Consider the problem
Maximize $f(\mathbf{x})$ subject to $g(\mathbf{x})=c$
Using the method of Lagrangian multpliers, I would set up a Lagrangian like
$$L = f(\mathbf{x})-\lambda (g(\mathbf{x})-c)$$
I would then solve for $\frac{\partial L}{\partial x_1}$,$\frac{\partial L}{\partial x_2}$,... and so on and use these to solve the problem.
My Question:
What is $L$? Why does it have this special property that when I take these derivatives and solve I can suddenly find the solution to the optimization problem? I just sort of compute without really understanding what I am doing. Why does this method work? Supposedly I have heard that $\lambda$ is the scalar necessary to make $\nabla g(\mathbf{x})$ equal to $\nabla f(\mathbf{x})$. And this has something to do with the normal vectors being parallel. But I don't really get how this helps me understand the role of $L$.

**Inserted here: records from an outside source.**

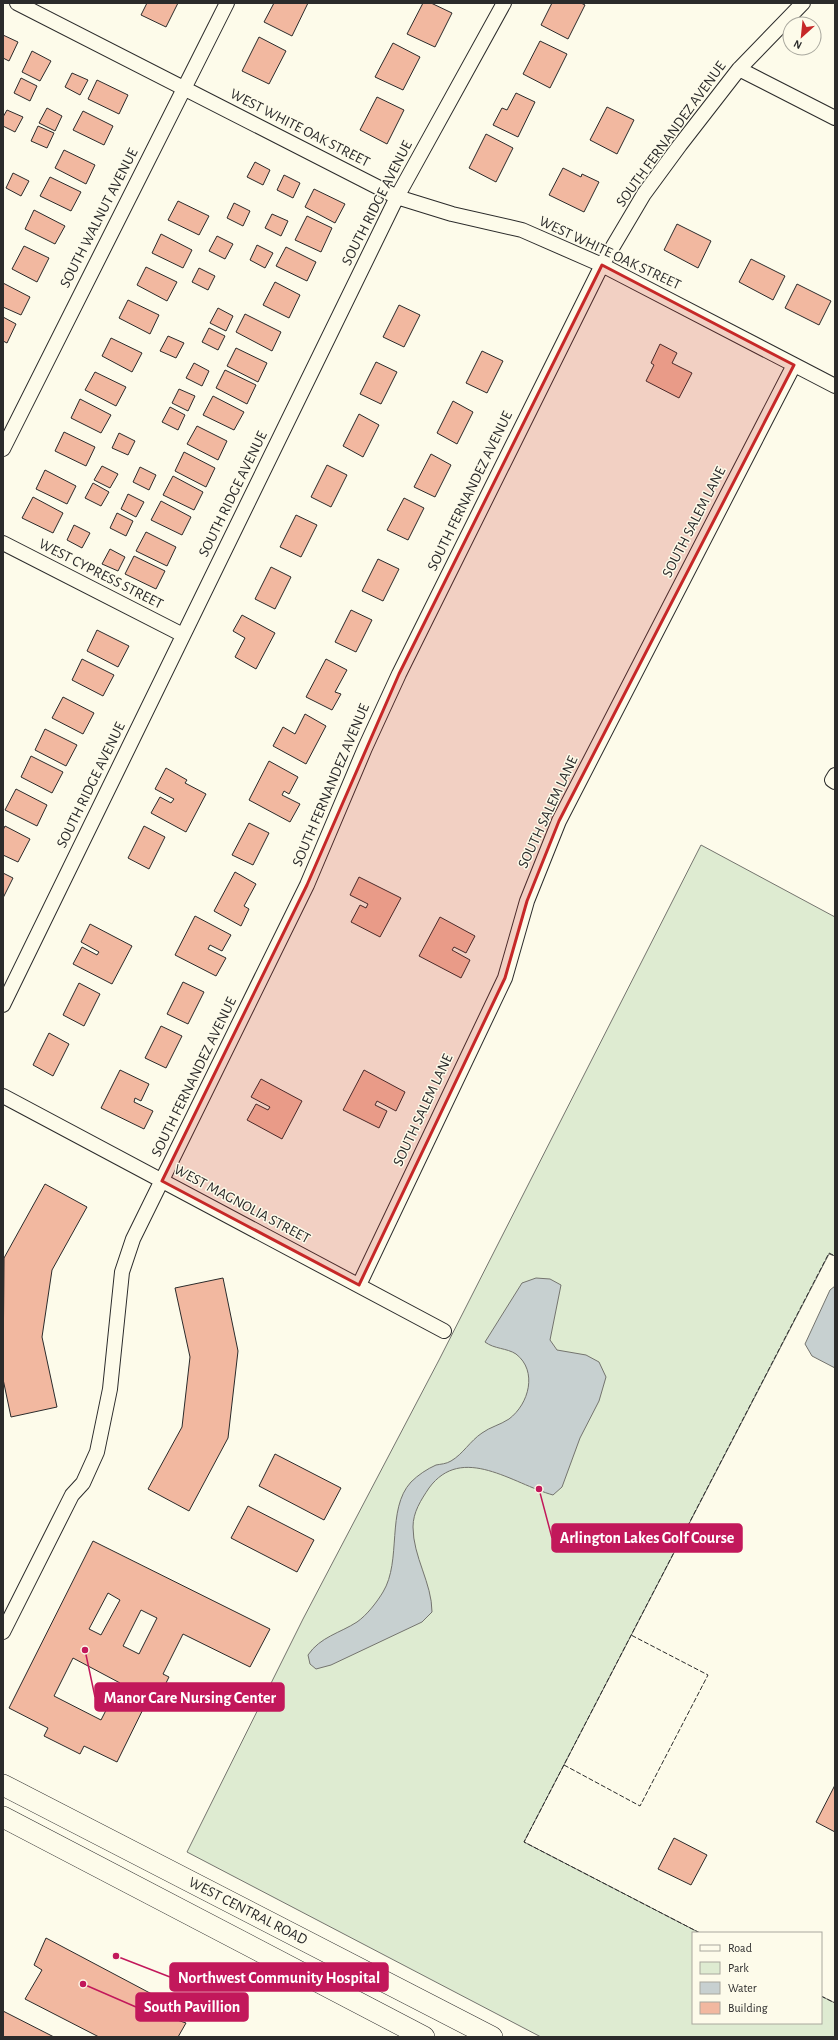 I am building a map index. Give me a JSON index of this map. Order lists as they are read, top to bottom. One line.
{"streets":{"main road":["WEST CENTRAL ROAD"],"street":["WEST WHITE OAK STREET","SOUTH FERNANDEZ AVENUE","SOUTH RIDGE AVENUE","SOUTH WALNUT AVENUE","SOUTH SALEM LANE","WEST CYPRESS STREET","WEST MAGNOLIA STREET"]},"crossings":[["WEST WHITE OAK STREET","SOUTH FERNANDEZ AVENUE"],["WEST WHITE OAK STREET","SOUTH RIDGE AVENUE"],["WEST WHITE OAK STREET","SOUTH WALNUT AVENUE"],["WEST WHITE OAK STREET","SOUTH SALEM LANE"],["SOUTH FERNANDEZ AVENUE","WEST MAGNOLIA STREET"],["SOUTH RIDGE AVENUE","WEST CYPRESS STREET"],["SOUTH SALEM LANE","WEST MAGNOLIA STREET"]],"places":["Arlington Lakes Golf Course","Manor Care Nursing Center","Northwest Community Hospital","South Pavillion"],"legend":["Road","Park","Water","Building"],"north":"bottom left"} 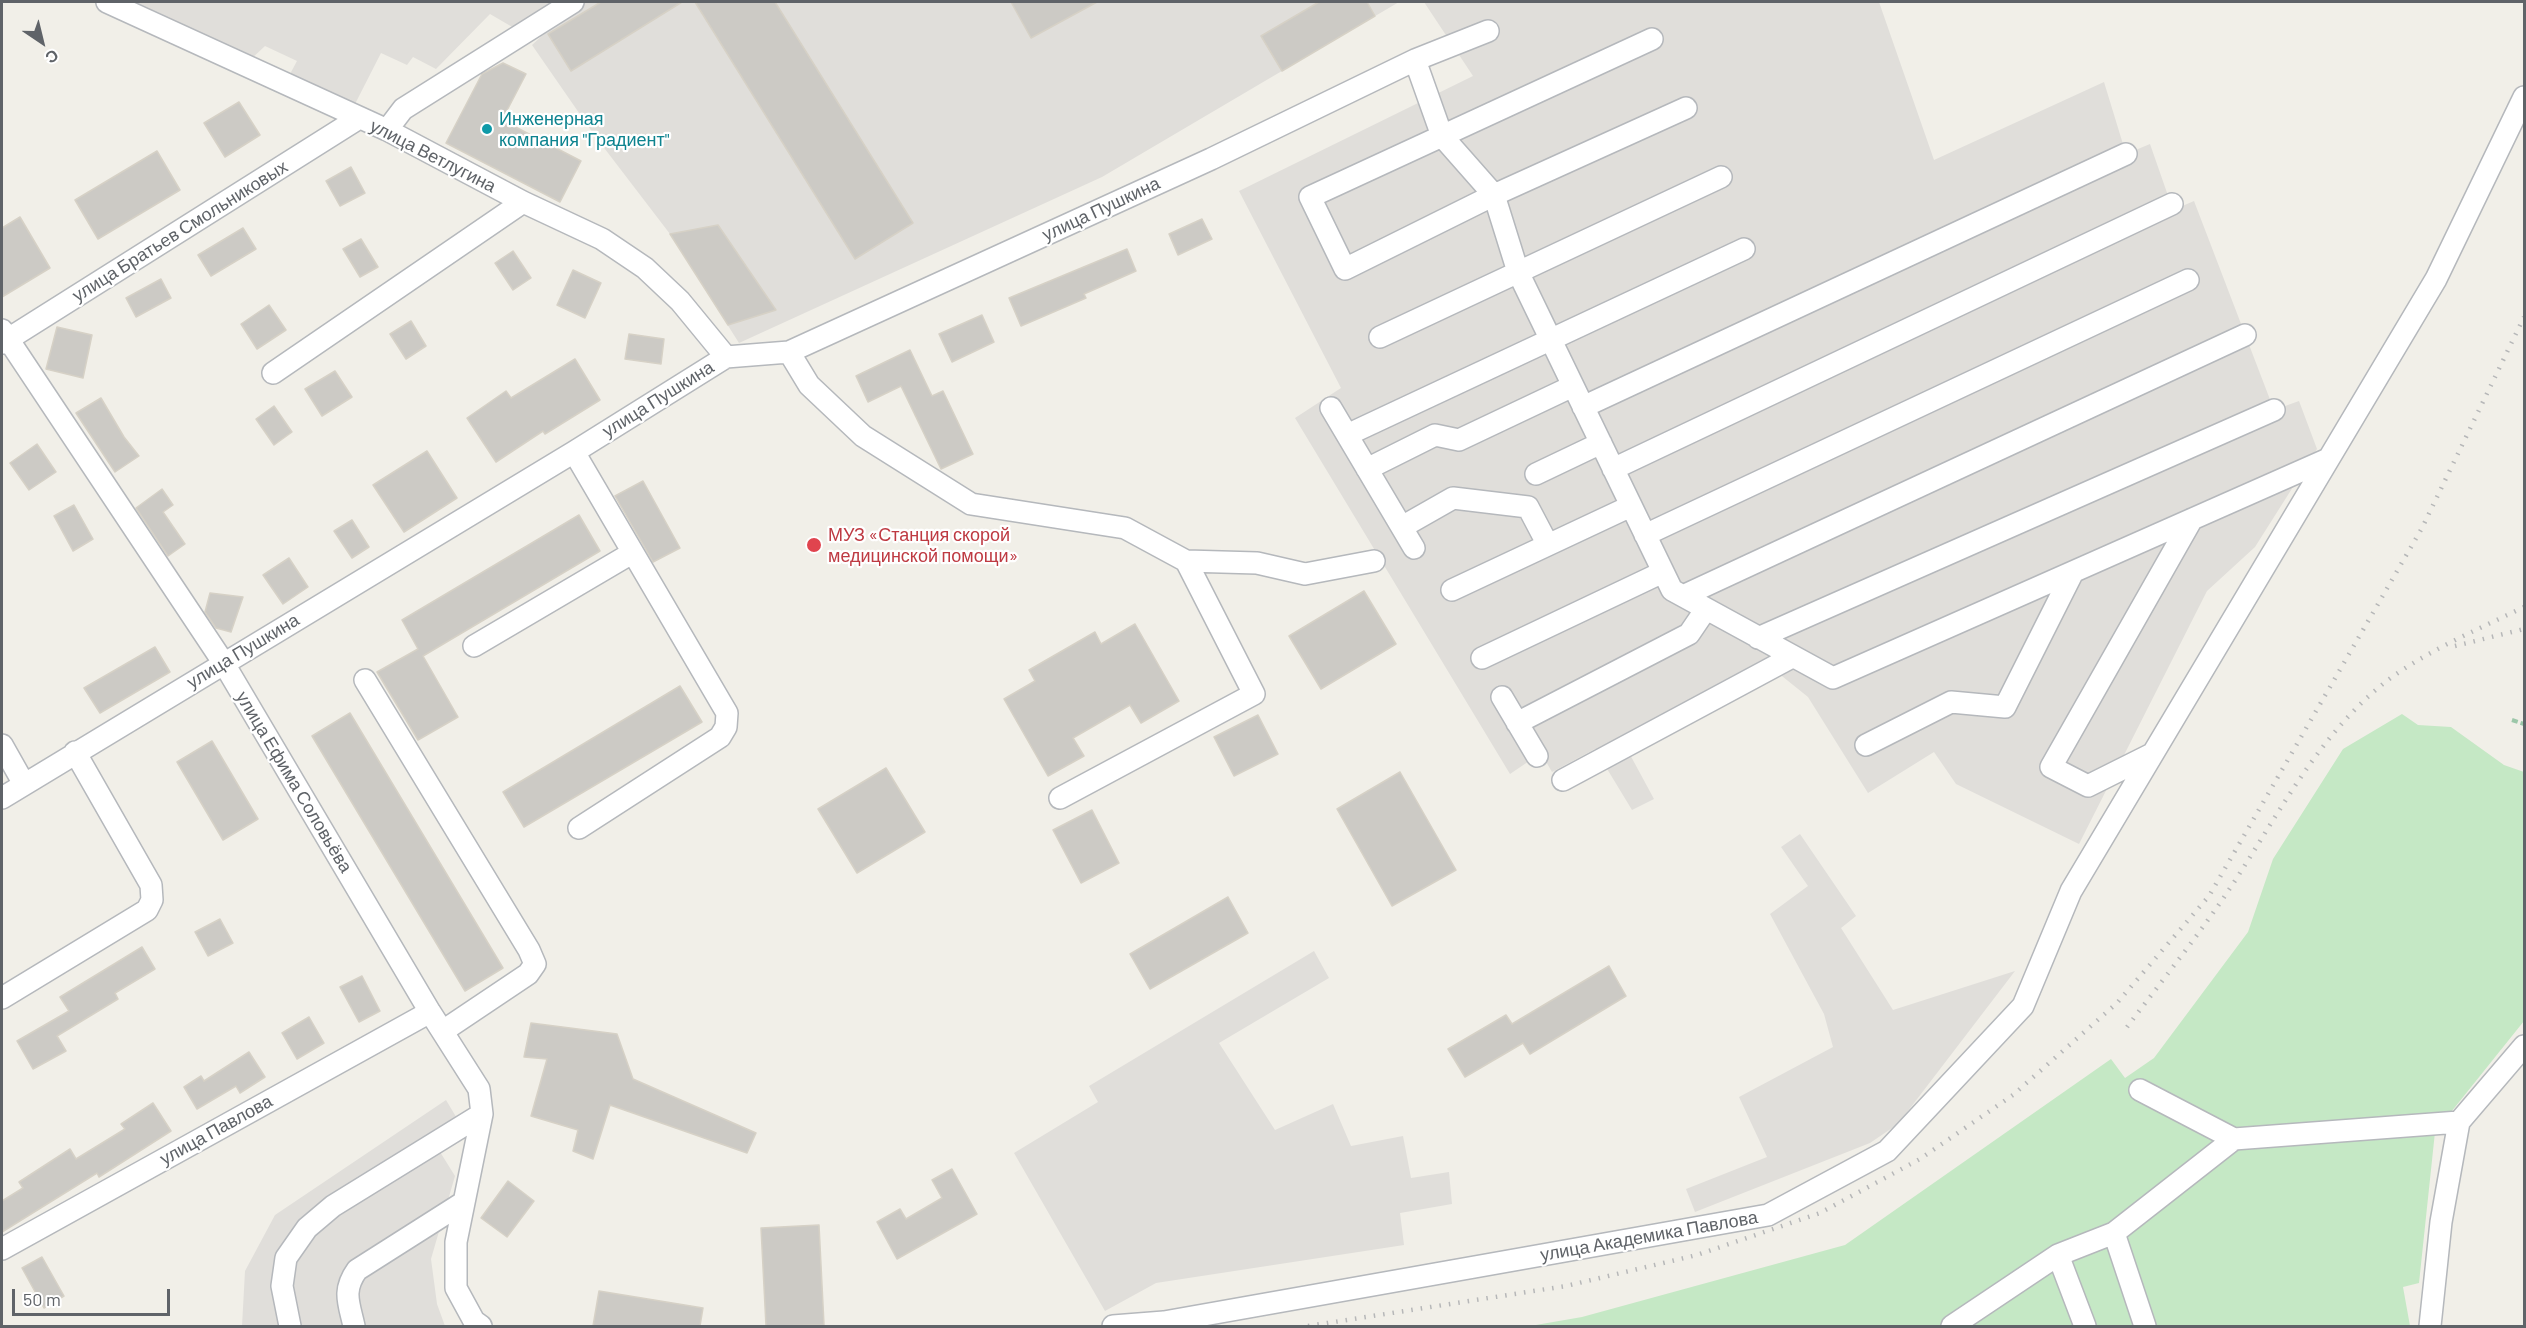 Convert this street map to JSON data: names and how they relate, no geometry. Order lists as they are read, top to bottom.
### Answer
{
  "streets": {
    "street": [
      "улица Ветлугина",
      "улица Пушкина",
      "улица Братьев Смольниковых",
      "улица Ефима Соловьёва",
      "улица Павлова",
      "улица Академика Павлова"
    ]
  },
  "crossings": [
    ["улица Ветлугина", "улица Пушкина"],
    ["улица Ветлугина", "улица Братьев Смольниковых"],
    ["улица Пушкина", "улица Ефима Соловьёва"],
    ["улица Братьев Смольниковых", "улица Ефима Соловьёва"],
    ["улица Ефима Соловьёва", "улица Павлова"]
  ],
  "places": ["Инженерная компания \"Градиент\"", "МУЗ «Станция скорой медицинской помощи»"],
  "scale_bar": "50 m",
  "north": "bottom right"
}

Let's start with the following question, suppose $$ \Sigma:=\left\{x\in\Bbb R^m \mid f(x)=0\in\Bbb R^q,\quad f(x)\in\mathscr C^1(\Bbb R^m),\quad 1\le q<m \right\} $$ and there is a scalar field, or the so-called "goal function" $\theta(x)\in\Bbb R$ on $\Sigma$. What we are going to do is seek $x_{*}$ such that $$\theta (x_*)=\sup_{x\in\Sigma}\theta(x)\quad\text{or}\quad\inf_{x\in\Sigma}\theta(x)$$ Now we apply the Implicit Function Theorem. We split $x\in\Bbb R^m$ into two parts $(\tilde{x},\hat{x})\in\Bbb R^p\times\Bbb R^q$ where $p+q=m$, and hence $f(\tilde{x},\hat{x})=0\in\Bbb R^q$. According to the theorem, if for all $x=(\tilde{x},\hat{x})\in \Sigma$, we have ($D$ denotes Jacobian matrix) \begin{equation} \det (D_{\hat{x}}f)(x)=\frac{\partial f}{\partial \hat{x}}\ne 0 \end{equation} Then there exists a parameter domain $U_{\Sigma}\in\Bbb R^p$ such that there exists an implicit function $\xi(\tilde{x})$: \begin{equation} \xi(\tilde{x}):U_{\Sigma}\ni\tilde{x}\mapsto\xi(\tilde{x})\in \Bbb R^q \end{equation} which is determined by the constraint $f(\tilde{x},\xi(\tilde{x}))=0\in\Bbb R^q$, or equivalently $(\tilde{x},\xi(\tilde{x}))\in\Sigma$.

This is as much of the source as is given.